The author poses with children in a village near Tororo, Uganda, during a 2003 mission of the US Department of Health and Human Services to observe the impact of HIV/AIDS in sub-Saharan Africa.

The need for sustainability

A single entity cannot address the complex issues of global health; the confluence of many is required. Long-term success in global health requires building a sustainable infrastructure in developing nations and, importantly, providing developing nations with the means to ultimately solve their own problems through the establishment of economic stability and self-sufficiency. Unfortunately, popular Western culture tends to have a short attention span, and today's latest trend can quickly become yesterday's news. Although we have made important strides in the fight against HIV/AIDS and other global diseases, the real work of solving such health problems lies ahead. It is imperative that we use our current momentum to move forward, recognizing that the enormous challenges of global health—ranging from biomedical research to the implementation of public-health measures—will require a long-term commitment that is sustained even when global health and those fighting to improve it are no longer in the headlines.
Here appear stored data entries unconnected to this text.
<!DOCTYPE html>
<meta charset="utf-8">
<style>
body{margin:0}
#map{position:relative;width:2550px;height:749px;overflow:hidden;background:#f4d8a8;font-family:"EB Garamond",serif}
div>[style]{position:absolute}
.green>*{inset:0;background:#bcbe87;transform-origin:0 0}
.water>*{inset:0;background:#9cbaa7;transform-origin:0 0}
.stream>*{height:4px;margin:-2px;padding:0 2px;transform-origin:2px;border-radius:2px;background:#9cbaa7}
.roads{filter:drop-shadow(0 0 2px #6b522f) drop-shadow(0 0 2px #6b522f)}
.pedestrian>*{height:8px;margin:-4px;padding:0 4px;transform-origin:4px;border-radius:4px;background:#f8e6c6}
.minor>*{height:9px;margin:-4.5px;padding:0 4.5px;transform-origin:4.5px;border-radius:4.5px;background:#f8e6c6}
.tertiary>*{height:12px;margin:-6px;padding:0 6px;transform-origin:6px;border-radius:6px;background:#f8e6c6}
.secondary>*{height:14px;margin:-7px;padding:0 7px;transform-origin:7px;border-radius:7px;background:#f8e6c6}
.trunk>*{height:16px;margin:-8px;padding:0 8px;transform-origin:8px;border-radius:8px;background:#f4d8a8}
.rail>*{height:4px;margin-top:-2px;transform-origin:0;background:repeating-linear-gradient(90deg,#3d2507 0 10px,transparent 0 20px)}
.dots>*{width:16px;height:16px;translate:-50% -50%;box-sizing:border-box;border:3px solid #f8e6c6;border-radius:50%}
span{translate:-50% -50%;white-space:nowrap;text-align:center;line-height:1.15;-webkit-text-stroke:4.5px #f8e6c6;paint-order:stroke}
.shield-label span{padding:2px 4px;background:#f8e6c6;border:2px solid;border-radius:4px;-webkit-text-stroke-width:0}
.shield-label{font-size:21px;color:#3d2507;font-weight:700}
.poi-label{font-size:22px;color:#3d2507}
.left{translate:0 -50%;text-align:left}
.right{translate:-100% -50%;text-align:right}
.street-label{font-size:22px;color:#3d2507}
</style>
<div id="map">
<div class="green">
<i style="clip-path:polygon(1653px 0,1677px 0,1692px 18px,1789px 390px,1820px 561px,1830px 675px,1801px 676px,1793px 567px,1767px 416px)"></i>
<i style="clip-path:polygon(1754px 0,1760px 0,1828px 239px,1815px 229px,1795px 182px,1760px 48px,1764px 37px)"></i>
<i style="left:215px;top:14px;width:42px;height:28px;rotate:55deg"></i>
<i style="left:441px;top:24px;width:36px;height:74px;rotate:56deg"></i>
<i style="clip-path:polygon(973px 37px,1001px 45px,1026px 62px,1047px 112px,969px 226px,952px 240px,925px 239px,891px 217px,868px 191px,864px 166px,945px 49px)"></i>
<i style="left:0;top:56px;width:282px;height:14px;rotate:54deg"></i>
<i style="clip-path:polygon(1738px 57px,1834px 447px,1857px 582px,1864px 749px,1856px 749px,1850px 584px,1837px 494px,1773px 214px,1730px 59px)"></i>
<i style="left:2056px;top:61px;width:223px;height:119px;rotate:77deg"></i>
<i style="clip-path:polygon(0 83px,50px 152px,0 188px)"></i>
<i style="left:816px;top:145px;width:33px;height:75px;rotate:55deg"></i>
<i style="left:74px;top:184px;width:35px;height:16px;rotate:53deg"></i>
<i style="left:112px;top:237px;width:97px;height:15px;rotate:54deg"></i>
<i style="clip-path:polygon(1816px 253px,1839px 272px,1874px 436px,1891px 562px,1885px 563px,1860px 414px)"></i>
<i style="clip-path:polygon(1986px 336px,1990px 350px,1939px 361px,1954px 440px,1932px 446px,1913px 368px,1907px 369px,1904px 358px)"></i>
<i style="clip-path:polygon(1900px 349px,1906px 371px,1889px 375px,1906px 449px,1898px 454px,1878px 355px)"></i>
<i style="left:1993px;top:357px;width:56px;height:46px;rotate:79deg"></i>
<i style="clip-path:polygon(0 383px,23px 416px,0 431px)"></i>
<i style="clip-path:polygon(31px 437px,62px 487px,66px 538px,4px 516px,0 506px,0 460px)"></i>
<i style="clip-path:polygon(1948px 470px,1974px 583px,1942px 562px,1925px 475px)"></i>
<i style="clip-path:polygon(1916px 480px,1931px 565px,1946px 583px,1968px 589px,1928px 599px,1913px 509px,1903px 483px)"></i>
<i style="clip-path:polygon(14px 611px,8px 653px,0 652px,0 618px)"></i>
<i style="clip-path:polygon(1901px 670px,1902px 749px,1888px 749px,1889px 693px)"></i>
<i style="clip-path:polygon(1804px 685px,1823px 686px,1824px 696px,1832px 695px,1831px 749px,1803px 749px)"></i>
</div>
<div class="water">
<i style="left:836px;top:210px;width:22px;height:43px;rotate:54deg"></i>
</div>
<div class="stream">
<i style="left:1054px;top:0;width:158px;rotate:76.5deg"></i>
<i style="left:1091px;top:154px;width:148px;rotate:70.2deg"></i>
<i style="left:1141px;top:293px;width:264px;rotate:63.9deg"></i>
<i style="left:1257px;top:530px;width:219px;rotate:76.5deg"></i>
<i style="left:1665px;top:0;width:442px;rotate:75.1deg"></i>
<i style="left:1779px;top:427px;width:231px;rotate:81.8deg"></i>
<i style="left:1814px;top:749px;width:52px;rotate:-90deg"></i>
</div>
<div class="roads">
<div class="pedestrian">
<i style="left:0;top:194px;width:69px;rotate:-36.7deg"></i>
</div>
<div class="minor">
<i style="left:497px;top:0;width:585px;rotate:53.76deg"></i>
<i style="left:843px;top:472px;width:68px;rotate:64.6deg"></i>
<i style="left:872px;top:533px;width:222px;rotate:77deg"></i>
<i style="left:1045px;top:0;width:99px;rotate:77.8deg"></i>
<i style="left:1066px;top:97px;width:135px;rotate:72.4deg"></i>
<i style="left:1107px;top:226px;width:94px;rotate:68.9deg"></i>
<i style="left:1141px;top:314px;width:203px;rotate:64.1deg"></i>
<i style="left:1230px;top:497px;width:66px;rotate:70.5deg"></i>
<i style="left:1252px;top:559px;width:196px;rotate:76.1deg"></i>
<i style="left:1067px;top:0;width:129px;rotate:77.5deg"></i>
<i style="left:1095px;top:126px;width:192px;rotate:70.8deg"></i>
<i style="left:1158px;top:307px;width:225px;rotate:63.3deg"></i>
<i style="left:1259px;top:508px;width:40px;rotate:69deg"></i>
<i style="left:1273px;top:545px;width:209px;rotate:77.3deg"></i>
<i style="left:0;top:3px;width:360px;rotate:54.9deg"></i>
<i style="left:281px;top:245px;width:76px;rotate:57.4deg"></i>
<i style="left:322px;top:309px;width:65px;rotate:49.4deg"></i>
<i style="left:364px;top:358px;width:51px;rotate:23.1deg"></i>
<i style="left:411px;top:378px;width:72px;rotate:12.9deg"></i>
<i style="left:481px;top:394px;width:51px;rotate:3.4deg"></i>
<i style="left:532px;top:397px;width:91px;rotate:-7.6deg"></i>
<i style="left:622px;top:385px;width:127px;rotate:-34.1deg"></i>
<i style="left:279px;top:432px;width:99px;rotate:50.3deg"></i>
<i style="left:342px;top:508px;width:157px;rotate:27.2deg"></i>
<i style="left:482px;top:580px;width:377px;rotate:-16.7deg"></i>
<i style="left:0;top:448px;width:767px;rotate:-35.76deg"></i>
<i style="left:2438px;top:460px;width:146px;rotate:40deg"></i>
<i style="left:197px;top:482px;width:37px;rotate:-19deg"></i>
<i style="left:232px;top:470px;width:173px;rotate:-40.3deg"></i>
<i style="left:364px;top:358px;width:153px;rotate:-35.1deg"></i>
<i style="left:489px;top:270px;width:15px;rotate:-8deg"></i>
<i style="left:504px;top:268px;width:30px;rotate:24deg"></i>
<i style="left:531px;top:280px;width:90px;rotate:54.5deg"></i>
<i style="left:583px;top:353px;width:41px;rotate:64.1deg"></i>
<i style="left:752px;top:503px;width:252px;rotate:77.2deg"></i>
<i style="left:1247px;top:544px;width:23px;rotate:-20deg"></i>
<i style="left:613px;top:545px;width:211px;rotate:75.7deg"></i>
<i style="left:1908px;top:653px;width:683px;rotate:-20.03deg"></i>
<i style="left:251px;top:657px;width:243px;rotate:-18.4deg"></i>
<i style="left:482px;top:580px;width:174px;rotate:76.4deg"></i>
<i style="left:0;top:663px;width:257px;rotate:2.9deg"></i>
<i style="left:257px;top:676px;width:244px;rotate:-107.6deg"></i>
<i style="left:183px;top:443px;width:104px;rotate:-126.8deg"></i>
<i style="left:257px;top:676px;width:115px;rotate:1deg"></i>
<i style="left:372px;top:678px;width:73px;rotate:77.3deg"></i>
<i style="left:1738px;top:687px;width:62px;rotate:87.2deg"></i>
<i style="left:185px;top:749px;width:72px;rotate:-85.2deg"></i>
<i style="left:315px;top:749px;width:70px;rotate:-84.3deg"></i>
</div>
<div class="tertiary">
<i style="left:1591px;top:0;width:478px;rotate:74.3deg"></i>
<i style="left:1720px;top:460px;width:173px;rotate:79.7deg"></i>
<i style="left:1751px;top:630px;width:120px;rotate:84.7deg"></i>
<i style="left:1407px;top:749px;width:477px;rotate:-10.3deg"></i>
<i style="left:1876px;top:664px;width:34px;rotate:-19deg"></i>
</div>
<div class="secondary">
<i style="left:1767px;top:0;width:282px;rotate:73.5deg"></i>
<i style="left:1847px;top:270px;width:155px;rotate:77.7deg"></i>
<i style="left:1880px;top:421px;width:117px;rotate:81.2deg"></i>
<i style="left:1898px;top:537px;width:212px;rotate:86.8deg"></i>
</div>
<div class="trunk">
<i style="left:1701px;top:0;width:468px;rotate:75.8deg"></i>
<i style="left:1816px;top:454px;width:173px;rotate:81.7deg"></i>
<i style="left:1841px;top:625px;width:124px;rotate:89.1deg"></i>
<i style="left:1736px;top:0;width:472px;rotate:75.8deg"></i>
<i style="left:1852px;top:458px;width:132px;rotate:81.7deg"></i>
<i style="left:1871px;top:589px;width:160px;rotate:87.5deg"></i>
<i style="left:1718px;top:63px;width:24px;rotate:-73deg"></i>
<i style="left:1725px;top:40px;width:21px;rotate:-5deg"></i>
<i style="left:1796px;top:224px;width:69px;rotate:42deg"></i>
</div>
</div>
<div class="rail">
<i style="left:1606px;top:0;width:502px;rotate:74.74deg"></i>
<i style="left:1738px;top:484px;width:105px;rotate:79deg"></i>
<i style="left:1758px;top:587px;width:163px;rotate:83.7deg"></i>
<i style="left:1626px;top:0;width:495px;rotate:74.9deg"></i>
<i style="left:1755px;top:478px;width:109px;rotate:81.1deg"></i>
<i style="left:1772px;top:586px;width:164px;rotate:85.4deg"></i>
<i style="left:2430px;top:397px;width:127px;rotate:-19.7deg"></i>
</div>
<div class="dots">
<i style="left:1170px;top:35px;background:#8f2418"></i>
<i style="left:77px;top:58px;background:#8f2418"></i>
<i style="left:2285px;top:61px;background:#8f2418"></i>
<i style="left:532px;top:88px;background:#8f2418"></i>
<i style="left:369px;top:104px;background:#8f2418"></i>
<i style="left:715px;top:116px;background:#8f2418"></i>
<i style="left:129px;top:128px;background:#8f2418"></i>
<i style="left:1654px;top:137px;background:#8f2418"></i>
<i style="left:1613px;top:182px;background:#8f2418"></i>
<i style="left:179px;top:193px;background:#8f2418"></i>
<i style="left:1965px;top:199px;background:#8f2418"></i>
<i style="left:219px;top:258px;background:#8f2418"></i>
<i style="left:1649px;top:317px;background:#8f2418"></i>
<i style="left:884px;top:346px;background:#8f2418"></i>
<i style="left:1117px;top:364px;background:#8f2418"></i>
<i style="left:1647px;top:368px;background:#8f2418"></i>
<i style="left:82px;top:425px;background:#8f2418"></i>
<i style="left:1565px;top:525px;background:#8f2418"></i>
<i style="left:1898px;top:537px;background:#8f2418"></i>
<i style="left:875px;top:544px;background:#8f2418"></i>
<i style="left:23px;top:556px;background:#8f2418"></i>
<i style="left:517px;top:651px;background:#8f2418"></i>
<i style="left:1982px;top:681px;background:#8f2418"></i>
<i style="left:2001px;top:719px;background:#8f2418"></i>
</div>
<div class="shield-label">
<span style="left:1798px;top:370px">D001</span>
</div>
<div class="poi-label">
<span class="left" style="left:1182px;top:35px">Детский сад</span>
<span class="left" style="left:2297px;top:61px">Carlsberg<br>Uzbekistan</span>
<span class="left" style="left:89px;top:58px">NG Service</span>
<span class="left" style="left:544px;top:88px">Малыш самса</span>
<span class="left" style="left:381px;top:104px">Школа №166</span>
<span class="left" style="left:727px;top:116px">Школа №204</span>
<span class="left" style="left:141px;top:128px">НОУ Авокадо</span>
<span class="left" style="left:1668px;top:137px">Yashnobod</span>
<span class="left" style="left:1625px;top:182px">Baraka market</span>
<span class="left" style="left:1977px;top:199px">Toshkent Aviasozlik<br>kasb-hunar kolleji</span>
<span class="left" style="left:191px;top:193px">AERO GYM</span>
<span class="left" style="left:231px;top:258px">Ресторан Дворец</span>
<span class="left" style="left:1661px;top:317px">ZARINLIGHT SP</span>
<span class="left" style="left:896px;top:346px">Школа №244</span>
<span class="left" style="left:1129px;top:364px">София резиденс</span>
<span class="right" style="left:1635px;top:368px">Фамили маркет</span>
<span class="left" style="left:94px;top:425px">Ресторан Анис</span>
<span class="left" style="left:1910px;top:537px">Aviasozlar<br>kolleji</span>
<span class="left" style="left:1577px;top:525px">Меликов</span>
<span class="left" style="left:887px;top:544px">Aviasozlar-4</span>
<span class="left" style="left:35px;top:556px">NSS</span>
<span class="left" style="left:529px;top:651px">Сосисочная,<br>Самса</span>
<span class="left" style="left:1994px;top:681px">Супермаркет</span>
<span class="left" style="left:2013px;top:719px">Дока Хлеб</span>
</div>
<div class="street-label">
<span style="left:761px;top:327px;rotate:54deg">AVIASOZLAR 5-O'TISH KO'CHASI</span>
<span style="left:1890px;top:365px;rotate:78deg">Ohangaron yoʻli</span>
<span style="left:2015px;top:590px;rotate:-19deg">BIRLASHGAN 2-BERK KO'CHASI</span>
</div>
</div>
It remains critical that the medical and public health communities channel the spirit of Mary Lasker and argue cogently for medical research, and for adequate attention and sustained support for the delivery of the fruits of that research to the people who need them most. As the International Declaration of Health Rights proclaims, “The enjoyment of the highest attainable standard of health is one of the fundamental rights of every human being. It is not a privilege reserved for those with power, money or social standing”13. Our collective work in fighting the many challenges to global health must not wane as we endeavor to make these rights a reality for many more of our fellow human beings.